#### WORK INSTRUCTIONS:
Scan the data, and whenever a line contains "function", copy it.

Stored data entries:
_____

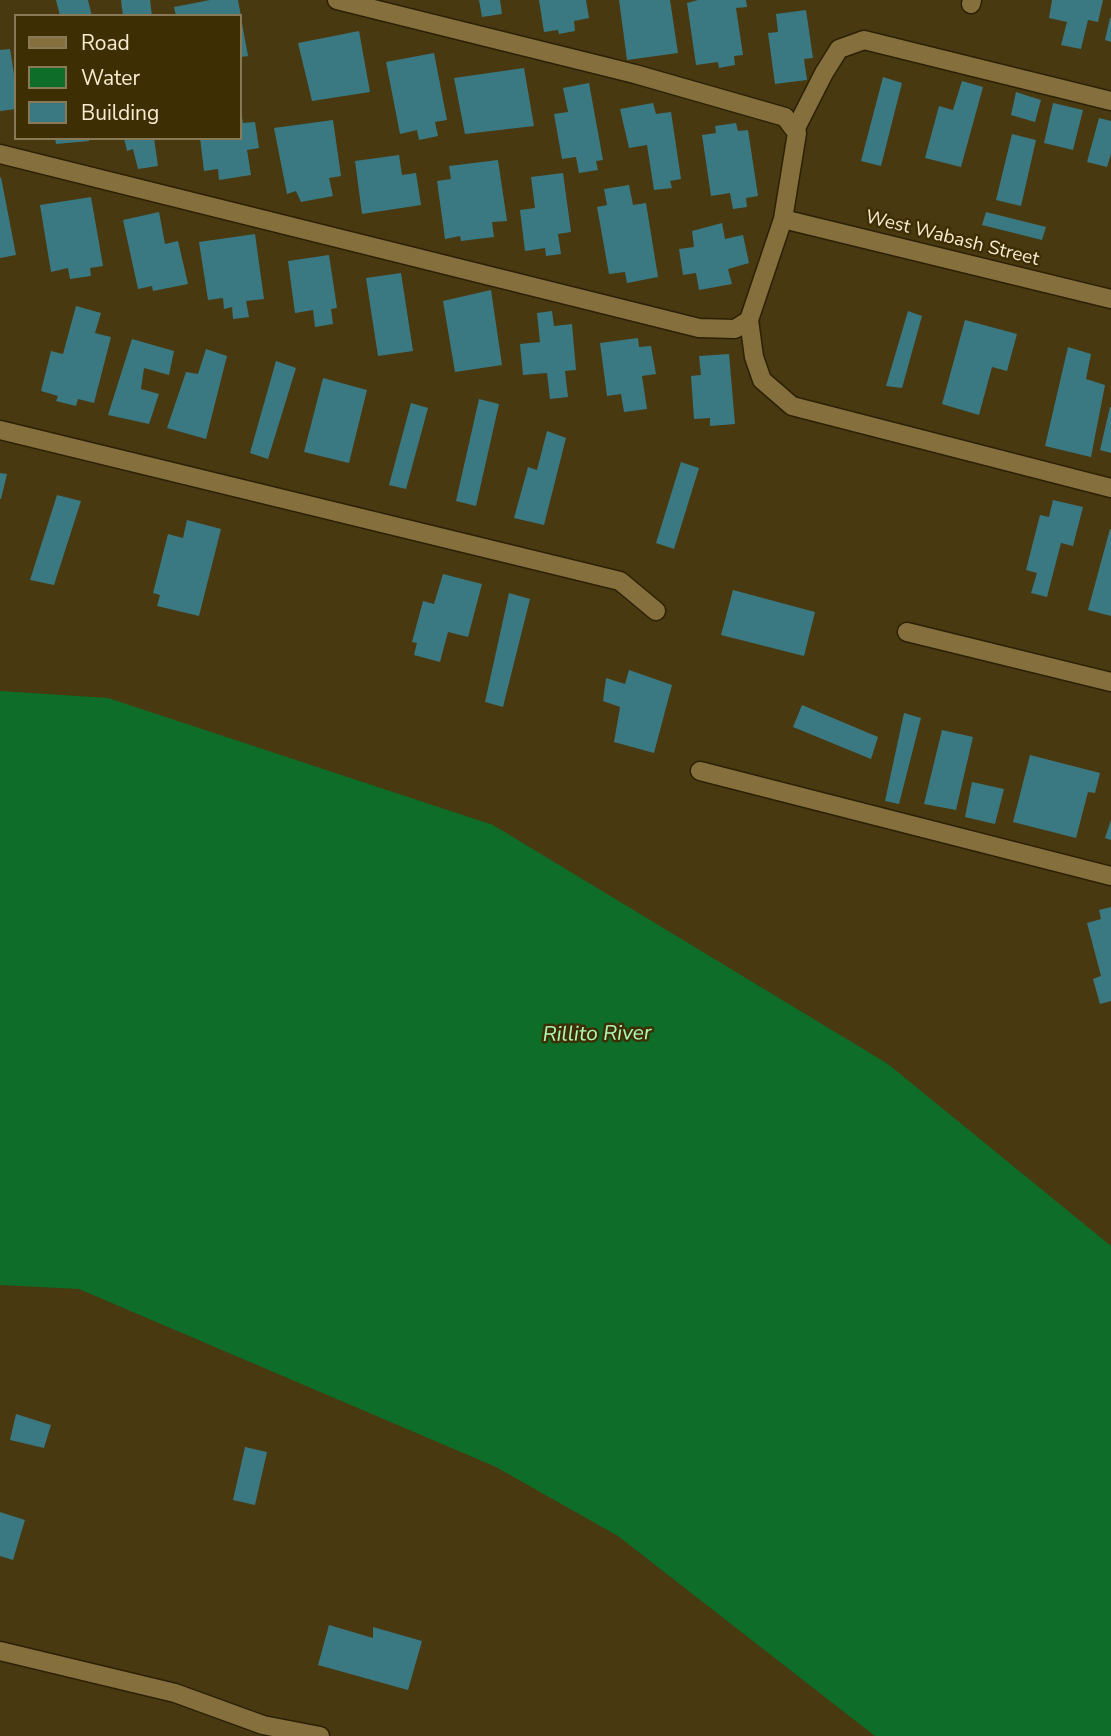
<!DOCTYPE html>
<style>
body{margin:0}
#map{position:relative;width:1111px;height:1736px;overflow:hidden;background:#493911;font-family:"Nunito Sans",sans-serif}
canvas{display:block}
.legend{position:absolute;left:14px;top:14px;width:228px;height:126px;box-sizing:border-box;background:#3e2e04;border:2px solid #887a56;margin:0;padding:9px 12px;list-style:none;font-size:21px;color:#f7ebd1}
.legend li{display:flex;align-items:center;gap:14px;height:35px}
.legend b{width:35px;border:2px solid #887a56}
</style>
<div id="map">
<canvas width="1111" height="1736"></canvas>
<ul class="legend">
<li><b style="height:9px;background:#856f3c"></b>Road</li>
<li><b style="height:19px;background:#0d6d29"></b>Water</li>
<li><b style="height:19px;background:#3a7982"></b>Building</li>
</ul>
</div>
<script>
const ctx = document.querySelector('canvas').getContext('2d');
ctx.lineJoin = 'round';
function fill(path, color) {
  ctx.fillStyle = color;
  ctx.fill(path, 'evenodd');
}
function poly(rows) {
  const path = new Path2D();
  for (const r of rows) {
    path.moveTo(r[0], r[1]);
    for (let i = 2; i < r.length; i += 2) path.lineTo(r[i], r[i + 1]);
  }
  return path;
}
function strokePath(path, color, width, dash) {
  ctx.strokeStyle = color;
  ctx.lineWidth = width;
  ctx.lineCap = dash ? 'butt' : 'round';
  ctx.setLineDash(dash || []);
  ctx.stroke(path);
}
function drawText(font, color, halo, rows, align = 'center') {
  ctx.font = font + ' "Nunito Sans",sans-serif';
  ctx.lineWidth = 5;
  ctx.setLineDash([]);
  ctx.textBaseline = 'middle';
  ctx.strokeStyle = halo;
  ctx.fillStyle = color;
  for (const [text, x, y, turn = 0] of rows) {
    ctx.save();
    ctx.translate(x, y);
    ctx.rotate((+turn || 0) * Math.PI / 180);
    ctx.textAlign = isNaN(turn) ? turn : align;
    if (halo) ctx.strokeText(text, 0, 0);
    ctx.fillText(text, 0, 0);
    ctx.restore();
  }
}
const water = poly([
 [0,691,108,698,493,825,888,1064,1111,1246,1111,1736,875,1736,618,1536,496,1467,79,1289,0,1285]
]);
const building = poly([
 [56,0,88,0,92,16,60,16],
 [121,0,150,0,152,16,123,16],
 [210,0,238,0,241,16,176,16,174,7],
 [479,0,500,0,502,14,482,17],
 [539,0,586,0,589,18,574,21,575,31,559,34,558,30,544,32],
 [619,0,670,0,678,53,627,60],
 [698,0,746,0,747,7,736,8,743,55,734,56,735,65,719,68,718,62,696,65,687,3],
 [1052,0,1103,0,1098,22,1088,20,1081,49,1061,45,1067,22,1049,18],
 [806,10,813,58,804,59,807,80,775,84,768,33,778,32,776,14],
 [241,18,248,56,240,57,240,19],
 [1110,18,1111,18,1111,42,1105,40],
 [359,31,370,92,312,101,298,43],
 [10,49,16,87,16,109,0,111,0,50],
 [434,53,447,120,435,122,438,136,419,140,417,130,400,134,386,62],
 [524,68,534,126,465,134,454,78],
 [883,77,902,83,881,166,861,161],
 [962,81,983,87,961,167,925,158,939,106,953,110],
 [589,83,603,160,596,161,598,170,579,173,576,157,562,159,554,114,568,112,563,88],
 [1016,92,1041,100,1035,122,1011,115],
 [653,103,656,114,671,112,681,179,670,181,672,188,654,190,647,145,629,148,620,109],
 [1053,103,1083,110,1073,150,1044,143],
 [241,112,243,123,255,122,259,148,247,150,251,175,219,180,218,169,204,171,200,138,240,138],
 [1099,118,1111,121,1111,154,1107,167,1087,162],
 [333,120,341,176,329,178,333,196,301,202,296,191,287,194,274,128],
 [736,123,738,131,748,130,758,196,746,198,747,207,733,209,730,193,711,196,702,135,716,133,715,126],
 [1012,134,1036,140,1021,206,996,200],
 [55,138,89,138,89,141,56,144],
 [124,138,154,138,158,166,138,169,133,149,127,151],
 [399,155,402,175,416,173,421,205,362,214,355,161],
 [498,160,507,221,492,222,494,237,461,241,460,236,445,239,437,181,451,179,449,166],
 [563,173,571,232,558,234,561,254,546,256,545,248,525,251,520,210,535,208,531,177],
 [1,177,16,255,0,258,0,178],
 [629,185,633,205,646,203,658,277,627,283,625,272,609,274,597,207,607,205,604,189],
 [91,197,103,266,90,268,91,276,70,279,68,268,51,272,40,205],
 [159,212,165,244,178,241,188,284,153,291,152,286,138,289,123,220],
 [986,212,1046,227,1042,240,982,225],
 [722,223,725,239,743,235,749,263,728,269,732,284,699,290,696,273,683,275,679,249,694,247,692,231],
 [255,234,264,299,246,301,249,317,233,319,232,307,224,309,223,298,208,300,199,242],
 [329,255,337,308,331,309,333,324,315,327,313,310,295,313,288,261],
 [401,273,413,351,378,356,366,278],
 [491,290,502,365,455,372,443,301],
 [76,306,101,313,95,333,111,337,94,403,78,399,76,406,56,401,58,396,41,391,51,351,63,354],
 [552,311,554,326,572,324,576,370,565,371,568,397,550,399,547,373,523,375,520,344,540,342,537,313],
 [908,311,922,316,902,388,886,386],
 [965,320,1017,334,1007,371,992,367,979,415,942,404],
 [638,338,639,347,651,346,656,374,642,376,647,409,624,412,621,394,607,396,600,343],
 [132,339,174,351,169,375,144,368,141,389,159,394,149,424,108,415],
 [1068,347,1091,354,1086,379,1105,385,1091,457,1045,446],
 [206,349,227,356,206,439,167,428,186,372,198,374],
 [729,354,735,424,710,426,710,418,694,419,691,376,701,375,699,356],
 [276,361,296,368,268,459,250,453],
 [323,378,367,390,349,463,304,452],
 [479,399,499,404,476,506,456,501],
 [411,403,428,408,406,489,389,485],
 [1110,407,1111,407,1111,453,1100,450],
 [547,431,566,438,544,525,514,518,528,467,537,470],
 [681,462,699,468,674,549,656,543],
 [0,473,7,474,1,499,0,499],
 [57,495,81,501,54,585,30,580],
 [1053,500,1083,507,1073,546,1061,543,1047,597,1031,593,1037,573,1026,570,1040,515,1049,517],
 [187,520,221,529,199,616,157,606,160,595,153,593,168,534,183,538],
 [1110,529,1111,529,1111,616,1088,610],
 [443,574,482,584,468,637,448,632,440,662,414,655,417,643,412,642,423,601,434,604],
 [733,590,815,612,804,656,721,635],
 [509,593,530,599,503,707,485,702],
 [629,670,672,685,654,753,614,742,620,707,603,701,606,678,625,684],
 [802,705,878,737,871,759,793,727],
 [904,713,921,718,899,804,885,801],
 [942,730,973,737,956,810,924,804],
 [1030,755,1100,773,1095,793,1088,792,1076,838,1013,822],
 [972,782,1004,789,995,824,965,817],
 [1111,820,1111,840,1105,838],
 [1111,907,1111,1001,1100,1004,1093,979,1101,976,1087,923,1101,919,1099,910],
 [16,1414,51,1425,44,1448,10,1440],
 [245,1447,267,1452,255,1505,233,1500],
 [0,1512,25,1520,13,1560,0,1556],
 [329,1625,373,1638,373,1627,422,1641,408,1690,318,1665]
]);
const lane = poly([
 [971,4,972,0],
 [795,130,824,73,839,49,864,40,1111,101],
 [749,320,754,357,762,380,792,406,1111,488],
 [700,771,1111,876],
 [0,1651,175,1693,263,1725,320,1736]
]);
const street = poly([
 [0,154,699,328,735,329,749,320,783,219,797,133,785,117,635,74,337,0],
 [783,219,1111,299],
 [0,430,620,581,656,611],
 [907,632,1111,682]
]);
const streetNames = [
 ["West Wabash Street",952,239,14]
];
const waterNames = [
 ["Rillito River",597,1035,-1]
];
fill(water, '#0d6d29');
fill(building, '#3a7982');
strokePath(lane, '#2b2105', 21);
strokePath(street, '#2b2105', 21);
strokePath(lane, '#856f3c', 18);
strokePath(street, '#856f3c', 18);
drawText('19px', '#f7ebd1', '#3e2e04', streetNames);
drawText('italic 21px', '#aef9b6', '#3e2e04', waterNames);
</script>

_____

#### RESULT BELOW:
function fill(path, color) {
function poly(rows) {
function strokePath(path, color, width, dash) {
function drawText(font, color, halo, rows, align = 'center') {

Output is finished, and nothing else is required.